I will be writing a program in Python/Numba for CUDA and my high level algorithm includes several functions which should be parallelizable.
To try to summarize the problem, I have around 5,000 2D arrays created on CPU which contain float data. All arrays contain different values, they are independent and the (x, y) dimension of each array is (7, 240).
I would like the device to apply the same arithmetic function (kernel) to each row in a given array and do this for each of the 5,000 arrays, and output the result to a new array.
The elements of the array used by the arithmetic function can be any element of a given array, they are not necessarily all in the same row.

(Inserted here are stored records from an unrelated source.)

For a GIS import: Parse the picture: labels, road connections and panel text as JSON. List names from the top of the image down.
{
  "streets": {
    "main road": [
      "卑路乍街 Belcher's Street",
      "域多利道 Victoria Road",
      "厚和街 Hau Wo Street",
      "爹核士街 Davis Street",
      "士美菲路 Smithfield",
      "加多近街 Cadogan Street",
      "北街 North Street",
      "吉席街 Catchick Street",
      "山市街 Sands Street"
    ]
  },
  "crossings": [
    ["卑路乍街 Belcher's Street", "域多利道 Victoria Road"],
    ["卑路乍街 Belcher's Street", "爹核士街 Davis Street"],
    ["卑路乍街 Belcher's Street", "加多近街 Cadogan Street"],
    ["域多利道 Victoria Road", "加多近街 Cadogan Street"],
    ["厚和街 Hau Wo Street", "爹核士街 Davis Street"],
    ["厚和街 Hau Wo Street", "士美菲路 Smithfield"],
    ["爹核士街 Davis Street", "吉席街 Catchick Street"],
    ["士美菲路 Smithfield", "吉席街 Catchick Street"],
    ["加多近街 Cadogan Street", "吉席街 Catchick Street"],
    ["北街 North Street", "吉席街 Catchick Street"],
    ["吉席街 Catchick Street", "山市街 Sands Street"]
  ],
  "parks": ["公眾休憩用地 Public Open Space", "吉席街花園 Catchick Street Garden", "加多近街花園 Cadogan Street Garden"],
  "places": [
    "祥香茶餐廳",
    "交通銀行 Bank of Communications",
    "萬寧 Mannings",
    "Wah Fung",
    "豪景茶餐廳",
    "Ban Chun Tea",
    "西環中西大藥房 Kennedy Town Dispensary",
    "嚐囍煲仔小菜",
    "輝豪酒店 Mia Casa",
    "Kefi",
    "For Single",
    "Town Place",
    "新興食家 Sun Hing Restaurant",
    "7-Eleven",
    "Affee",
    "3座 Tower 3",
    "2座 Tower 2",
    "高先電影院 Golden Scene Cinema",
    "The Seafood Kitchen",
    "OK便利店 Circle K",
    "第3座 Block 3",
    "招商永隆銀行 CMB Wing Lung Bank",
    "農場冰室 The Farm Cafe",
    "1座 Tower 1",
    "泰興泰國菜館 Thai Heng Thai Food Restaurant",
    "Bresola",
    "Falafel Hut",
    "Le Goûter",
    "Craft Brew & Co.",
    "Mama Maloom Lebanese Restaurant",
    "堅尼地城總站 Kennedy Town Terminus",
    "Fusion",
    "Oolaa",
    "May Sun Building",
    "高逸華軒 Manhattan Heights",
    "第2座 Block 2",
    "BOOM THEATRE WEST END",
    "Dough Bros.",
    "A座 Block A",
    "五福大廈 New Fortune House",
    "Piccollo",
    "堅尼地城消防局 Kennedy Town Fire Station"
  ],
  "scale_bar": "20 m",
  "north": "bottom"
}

And this is where I’m stuck…
From what I understood up to now one CUDA thread is responsible for only one element in an array? How can I manage the threads so they work on several elements in the array? Do you have any specific documentation on this you can point me to? PS: I’m not sure if the description of my problem is very clear sorry if it isn’t I’ve just started learning CUDA…
Thank you for your help.
A CUDA thread can work on any number of array elements the programmer chooses. That is, the mapping of data to threads is completely open and up to the programmer. It is, however, fairly common in CUDA code to assign one thread to each output element, and have that thread pull as many input elements as are necessary to produce that output element. But programmers are not limited to such an arrangement, it just so happens that this is often practical.
Is there a particular reason to have “arrays created on CPU”? That sounds like the code would be shuffling a lot of data between host (CPU) and device (GPU), which is best avoided. Why no create these arrays on the GPU?
Thank you for your quick answer this is already clearer for me when you explain that one thread can work on as many input elements as required.
Regarding the reason to have “arrays created on CPU” my description of the problem wasn’t sufficiently detailed.
The 5,000 arrays are created on the CPU but those are the input arrays containing the data I wish to process in parallel on the GPU (the original data is stored in .csv files, there is one file for each array, so there are 5,000 .csv files). Then I allocate GPU memory of the size of all 5,000 arrays, transfer the data from CPU to GPU and run the CUDA kernel(s). Once the kernel(s) complete their work, the data (a single output array this time) is transferred back to CPU . Of course you are right data transfer between the host and device should be minimized as part of the CUDA recommendations. But maybe you mean that I should create a single array on CPU containing all 5,000 input arrays and only after that transfer the array to GPU instead of transferring all 5,000 arrays individually (the volume of data in both cases would be the same).
Thanks again for your help on understanding how threads are assigned to input elements.
you explain that one thread can work on as many input elements as required.
I guess I wasn’t clear enough. Let me try again: A CUDA thread can work on as many input elements and as many output elements as the programmer desires. There are no limitations. Above I just mentioned a common arrangement that many programmers choose to use because it is often advantageous: N input elements per thread, 1 output element per thread.
Thank you for the clarification.